Dataset entries
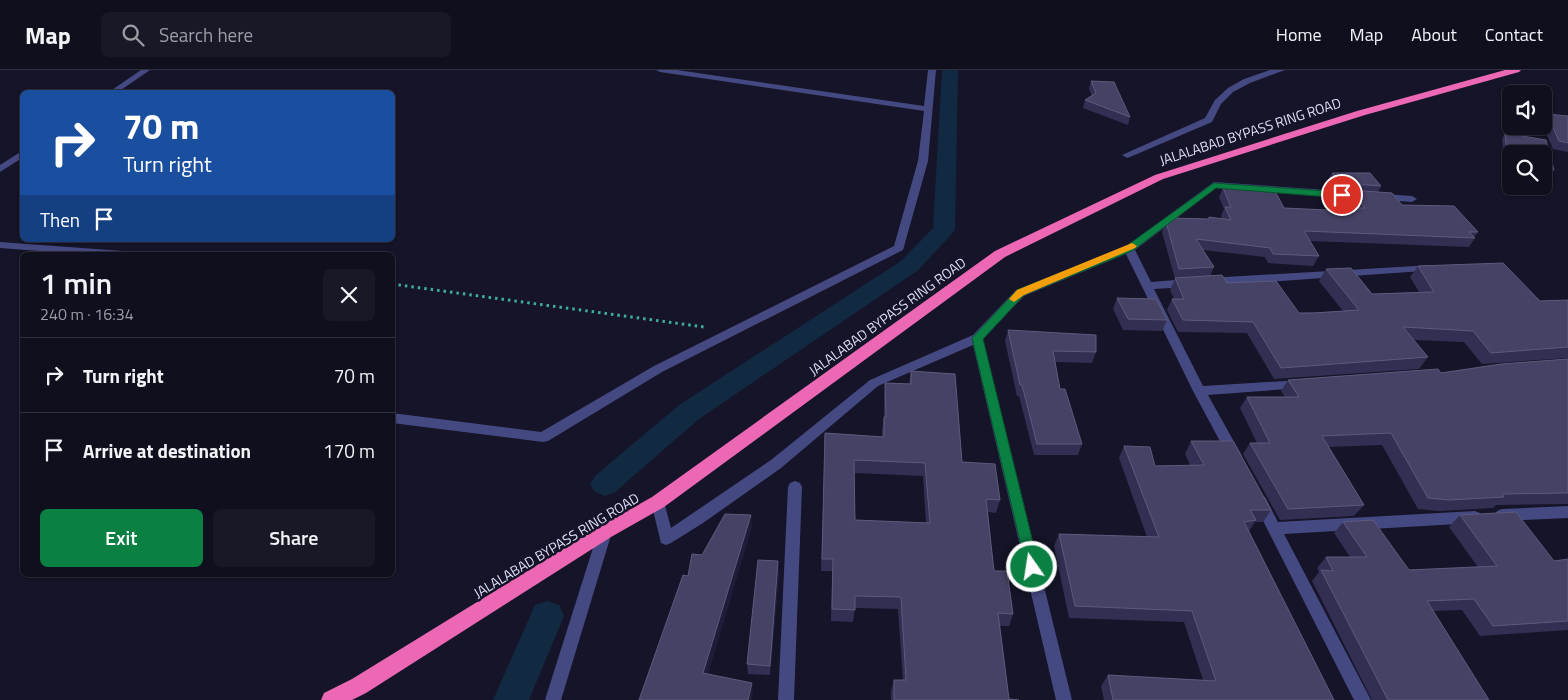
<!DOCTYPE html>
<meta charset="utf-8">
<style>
body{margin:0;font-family:"Titillium Web",sans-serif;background:#191827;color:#f1f3f6;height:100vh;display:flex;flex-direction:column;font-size:19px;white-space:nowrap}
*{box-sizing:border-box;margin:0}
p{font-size:16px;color:#9c9ca4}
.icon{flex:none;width:28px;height:28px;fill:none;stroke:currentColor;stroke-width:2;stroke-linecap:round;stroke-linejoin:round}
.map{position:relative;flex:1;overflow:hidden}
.side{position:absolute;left:20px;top:182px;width:375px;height:325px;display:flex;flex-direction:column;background:#100f1e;border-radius:8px;box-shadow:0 1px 4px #0004,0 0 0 1px #302f3c}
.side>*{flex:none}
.hud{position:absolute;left:20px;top:20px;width:375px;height:152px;border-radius:8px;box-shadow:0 1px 4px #0004,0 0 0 1px #302f3c;background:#1a4fa0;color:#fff;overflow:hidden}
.fabs{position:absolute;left:1502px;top:15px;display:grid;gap:10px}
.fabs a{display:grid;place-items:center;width:50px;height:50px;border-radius:8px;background:#100f1e;box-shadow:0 1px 4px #0004,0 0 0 1px #302f3c;font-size:25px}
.pin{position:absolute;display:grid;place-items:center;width:42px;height:42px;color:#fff;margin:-21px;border:2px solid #fff;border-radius:50%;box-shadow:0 1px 5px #0007}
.me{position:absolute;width:55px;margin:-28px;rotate:347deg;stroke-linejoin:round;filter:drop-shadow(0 0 4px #0008)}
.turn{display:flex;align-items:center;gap:18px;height:105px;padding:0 20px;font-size:22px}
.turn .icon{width:65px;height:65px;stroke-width:2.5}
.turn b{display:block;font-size:35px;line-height:42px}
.then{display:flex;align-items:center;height:48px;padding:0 20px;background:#0003;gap:10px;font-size:19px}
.round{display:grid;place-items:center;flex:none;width:52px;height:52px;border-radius:8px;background:#191827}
.headline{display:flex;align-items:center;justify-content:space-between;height:85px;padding:0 20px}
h1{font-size:30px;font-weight:600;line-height:38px}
.button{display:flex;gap:10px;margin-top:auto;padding:10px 20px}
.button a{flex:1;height:58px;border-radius:8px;background:#0b8043;color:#fff;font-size:20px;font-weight:600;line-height:58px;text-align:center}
.button a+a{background:#191827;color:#f1f3f6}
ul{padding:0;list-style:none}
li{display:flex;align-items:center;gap:15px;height:75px;padding:0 20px;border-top:1px solid #302f3c}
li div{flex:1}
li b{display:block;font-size:19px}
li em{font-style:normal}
header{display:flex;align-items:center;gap:30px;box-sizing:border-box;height:70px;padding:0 25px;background:#100f1e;border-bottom:1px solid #302f3c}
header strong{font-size:24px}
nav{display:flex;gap:28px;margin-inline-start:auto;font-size:18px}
.search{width:350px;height:45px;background:#191827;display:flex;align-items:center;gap:12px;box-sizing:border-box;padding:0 18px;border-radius:8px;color:#9c9ca4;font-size:19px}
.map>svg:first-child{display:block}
</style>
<header>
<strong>Map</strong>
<div class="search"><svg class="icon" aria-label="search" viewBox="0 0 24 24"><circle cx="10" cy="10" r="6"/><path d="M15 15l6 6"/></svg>Search here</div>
<nav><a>Home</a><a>Map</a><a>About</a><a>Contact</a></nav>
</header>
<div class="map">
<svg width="1568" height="630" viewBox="0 0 1568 630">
<rect width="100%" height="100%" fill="#151428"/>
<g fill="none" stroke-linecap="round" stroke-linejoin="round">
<g fill="#122942" fill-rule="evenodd">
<polygon points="942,0 958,0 955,159 952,164 917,201 699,349 615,422 605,426 595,422 590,414 595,406 679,335 901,191 933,158"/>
<polygon points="547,531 559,535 564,546 529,630 493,630 535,535"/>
</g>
<polyline stroke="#40ad9b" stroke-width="3" stroke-dasharray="2.5 4" stroke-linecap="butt" points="392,214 704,257"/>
<g fill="#454981" fill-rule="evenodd">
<polygon points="141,0 150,0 118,22 109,22"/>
<polygon points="656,0 677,0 924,36 928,0 936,0 928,91 903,180 662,302 548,371 543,372 392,353 392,343 541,362 654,296 894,176 918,91 924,41 660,2"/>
<polygon points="1270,0 1285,0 1250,13 1233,22 1221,34 1212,52 1130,87 1127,88 1122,85 1205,48 1215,30 1228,18 1244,9"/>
<polygon points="22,81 22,88 0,102 0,95"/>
<polygon points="1214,112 1412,126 1417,129 1412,132 1216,118 1135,180 1151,212 1188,209 1194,213 1188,217 1154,219 1203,316 1301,310 1305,311 1307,314 1305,317 1301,318 1208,325 1242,386 1240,390 1235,391 1230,390 1193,321 1126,184 1024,226 983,269 1072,630 1056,630 973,275 878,316 781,398 703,453 671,473 666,475 661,473 651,432 653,428 658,426 663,428 671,458 771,390 870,310 973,265 1016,220 1125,177"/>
<polygon points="0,172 137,182 142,185 93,185 0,178"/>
<polygon points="1433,195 1438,198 1437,200 1208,216 1202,212 1208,208"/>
<polygon points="795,411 800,413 802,417 794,630 778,630 788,417 790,413"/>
<polygon points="1260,425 1265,427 1278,452 1475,441 1480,443 1482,447 1480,451 1475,453 1284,464 1371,630 1354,630 1253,431 1255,427"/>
<polygon points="1568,436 1568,448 1502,451 1497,449 1495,445 1497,441 1502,439"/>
<polygon points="605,456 610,458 612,462 561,630 545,630 598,462 600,458"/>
</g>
<polygon fill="#ec68b5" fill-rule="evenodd" points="1505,0 1521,0 1519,2 1365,45 1163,109 1005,187 664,437 611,467 366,623 352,630 321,630 324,623 352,609 599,457 652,427 995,181 1155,105 1357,41"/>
</g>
<g fill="#332f53" fill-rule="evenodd">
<polygon points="1091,11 1130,47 1128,55 1083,38 1085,30 1092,26 1089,19"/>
<polygon points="1547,44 1568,46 1568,82 1553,79 1543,56 1544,56 1544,49"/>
<polygon points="1505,63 1546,70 1554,100 1550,105 1544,104 1544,84 1511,84 1511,108 1505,106 1502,69"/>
<polygon points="1332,103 1381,116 1378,122 1337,119 1329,108"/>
<polygon points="1223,118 1284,138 1346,141 1347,138 1352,138 1345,129 1350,120 1402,135 1478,162 1474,167 1475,168 1469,177 1310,171 1319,186 1313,196 1268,193 1265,187 1203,180 1214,197 1210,206 1299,243 1343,241 1319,211 1326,199 1372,224 1419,222 1410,207 1418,196 1540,231 1568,230 1568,288 1482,294 1464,272 1414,270 1428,287 1419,299 1274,309 1247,263 1178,262 1167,240 1172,229 1174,229 1170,220 1175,209 1162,162 1166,152 1208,149 1209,147 1222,149 1221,146 1224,139 1219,127"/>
<polygon points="1117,228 1167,250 1162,261 1123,260 1113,239"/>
<polygon points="1008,260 1096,282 1092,293 1055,292 1060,319 1082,374 1078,385 1034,385 1019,326 1017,326 1005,271"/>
<polygon points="1568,289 1568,434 1496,435 1493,438 1439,441 1418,439 1382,375 1328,377 1364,435 1354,446 1280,450 1243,384 1250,373 1257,373 1240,338 1247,327 1285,327 1281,321 1288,310 1441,303"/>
<path d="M 911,301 L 962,392 L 1000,430 L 996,443 L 988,442 L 994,501 L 1013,544 L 1009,556 L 1000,556 L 1009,629 L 1019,630 L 891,630 L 891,621 L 894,610 L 903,610 L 898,539 L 855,538 L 853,552 L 831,551 L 832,501 L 821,501 L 825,363 L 882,367 L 882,360 L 884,347 L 884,326 L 885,313 L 909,314 ZM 855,403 L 923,406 L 926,453 L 855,450 Z"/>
<polygon points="1191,371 1271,440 1263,452 1255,452 1249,461 1334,630 1104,630 1101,616 1108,605 1203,610 1184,552 1069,548 1054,476 1059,464 1147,467 1119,388 1124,376 1155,396 1190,395 1185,384"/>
<polygon points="1460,445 1554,491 1568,489 1568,560 1480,566 1462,540 1433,541 1489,630 1372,630 1312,511 1319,502 1317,498 1326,487 1350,487 1334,463 1343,452 1409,500 1478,497 1449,457"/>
<polygon points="779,502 770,605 748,604 747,594"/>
</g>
<g fill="#1f1c3a">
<polygon points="751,445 752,458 705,615 703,603"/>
<polygon points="778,491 779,502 770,605 770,596"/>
<polygon points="752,613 753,625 752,630 748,630"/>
</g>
<g fill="#454265" stroke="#5e5a7c" fill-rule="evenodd">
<polygon points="1091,11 1114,12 1130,47 1085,30 1096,23"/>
<polygon points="1547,44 1568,46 1568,73 1559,71"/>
<polygon points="1505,63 1546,70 1554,100 1544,97 1544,84 1511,84 1511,101 1509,101"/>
<polygon points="1332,103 1370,103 1381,116 1340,113"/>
<polygon points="1223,118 1275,121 1284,138 1349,141 1347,138 1365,138 1350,120 1392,123 1402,135 1454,136 1478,162 1469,162 1475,168 1304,161 1319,186 1273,184 1270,178 1196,169 1214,197 1179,199 1166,152 1171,148 1209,149 1209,147 1231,150 1225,137 1231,137"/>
<polygon points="1503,193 1540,231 1568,230 1568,277 1491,283 1473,261 1403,257 1428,287 1281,298 1253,252 1183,250 1172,229 1184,229 1175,208 1222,205 1227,213 1276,211 1299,243 1314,243 1359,240 1326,199 1351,198 1372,224 1434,222 1418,196"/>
<polygon points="1117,228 1156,229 1167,250 1128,249"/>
<polygon points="1008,260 1096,265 1096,282 1053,281 1060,319 1065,319 1082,374 1037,374 1022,315 1020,315"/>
<polygon points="1568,289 1568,423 1502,424 1504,427 1449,430 1428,428 1391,363 1322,366 1364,435 1288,439 1250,373 1270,373 1247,327 1299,327 1288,310 1438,299 1441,303 1501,294"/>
<path d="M 911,301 L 955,304 L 962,392 L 995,394 L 1000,430 L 986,429 L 994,501 L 1007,501 L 1013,544 L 998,543 L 1009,629 L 1019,630 L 894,630 L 894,610 L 906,610 L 901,527 L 855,526 L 855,540 L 832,539 L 833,489 L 822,489 L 825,363 L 884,367 L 884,347 L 886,347 L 885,313 L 911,314 ZM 854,390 L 925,393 L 930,453 L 855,450 Z"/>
<polygon points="1191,371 1233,371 1271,440 1250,440 1256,450 1244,452 1334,630 1113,630 1108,605 1216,611 1192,541 1075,536 1059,464 1159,467 1124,376 1150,377 1155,396 1204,395"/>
<polygon points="1516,442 1554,491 1568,489 1568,551 1493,556 1474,529 1427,531 1489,630 1388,630 1321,500 1333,501 1326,487 1367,487 1343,452 1373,450 1409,500 1497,496 1460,445"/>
<polygon points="725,444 751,445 703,603 752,613 748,630 639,630 683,505 688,506 692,484 702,485"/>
<polygon points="758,490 778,491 770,596 747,594"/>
</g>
<polygon fill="#0b8043" stroke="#07532c" points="1214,113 1342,122 1347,125 1342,128 1216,118 1132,181 1024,225 983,269 1039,497 1037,501 1032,503 1027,501 972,268 1017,220 1125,177"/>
<polygon fill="#f59e0b" points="1132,173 1137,176 1135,178 1024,225 1014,232 1009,229 1017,220"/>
<g text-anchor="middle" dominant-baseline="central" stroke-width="5" stroke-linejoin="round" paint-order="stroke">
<g font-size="14" fill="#dfdefb" stroke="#151428">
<text transform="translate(1250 61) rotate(-18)">JALALABAD BYPASS RING ROAD</text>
<text transform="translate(887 246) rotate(-36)">JALALABAD BYPASS RING ROAD</text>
<text transform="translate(556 475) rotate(-31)">JALALABAD BYPASS RING ROAD</text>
</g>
</g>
</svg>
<div class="fabs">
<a><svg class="icon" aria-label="sound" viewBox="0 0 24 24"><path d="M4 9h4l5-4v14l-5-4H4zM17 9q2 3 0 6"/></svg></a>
<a><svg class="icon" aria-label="search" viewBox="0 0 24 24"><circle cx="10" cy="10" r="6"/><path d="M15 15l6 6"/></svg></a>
</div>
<div class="pin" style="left:1342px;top:125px;background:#d93025"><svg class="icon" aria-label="arrive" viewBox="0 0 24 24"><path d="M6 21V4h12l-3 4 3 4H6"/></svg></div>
<svg class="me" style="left:1032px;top:497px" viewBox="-20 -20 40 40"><circle r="17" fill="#0b8043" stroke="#fff" stroke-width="3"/><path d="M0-11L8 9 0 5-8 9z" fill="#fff"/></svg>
<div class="hud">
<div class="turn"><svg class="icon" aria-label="right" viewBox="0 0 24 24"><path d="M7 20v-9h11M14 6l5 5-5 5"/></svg><div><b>70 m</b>Turn right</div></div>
<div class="then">Then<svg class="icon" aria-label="arrive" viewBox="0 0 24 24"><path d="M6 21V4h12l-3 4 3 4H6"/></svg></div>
</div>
<section class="side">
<div class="headline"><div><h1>1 min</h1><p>240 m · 16:34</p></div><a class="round"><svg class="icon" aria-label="close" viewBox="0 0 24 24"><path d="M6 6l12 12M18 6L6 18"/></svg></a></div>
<ul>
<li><svg class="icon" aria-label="right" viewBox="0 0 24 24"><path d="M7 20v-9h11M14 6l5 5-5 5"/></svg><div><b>Turn right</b></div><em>70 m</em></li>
<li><svg class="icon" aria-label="arrive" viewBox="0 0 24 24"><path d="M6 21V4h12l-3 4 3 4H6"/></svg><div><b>Arrive at destination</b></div><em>170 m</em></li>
</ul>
<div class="button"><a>Exit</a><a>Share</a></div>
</section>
</div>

▸ **Assigned task**
Every line above that includes the word "fabs" should be listed.

▸ **Problem solution**
.fabs{position:absolute;left:1502px;top:15px;display:grid;gap:10px}
.fabs a{display:grid;place-items:center;width:50px;height:50px;border-radius:8px;background:#100f1e;box-shadow:0 1px 4px #0004,0 0 0 1px #302f3c;font-size:25px}
<div class="fabs">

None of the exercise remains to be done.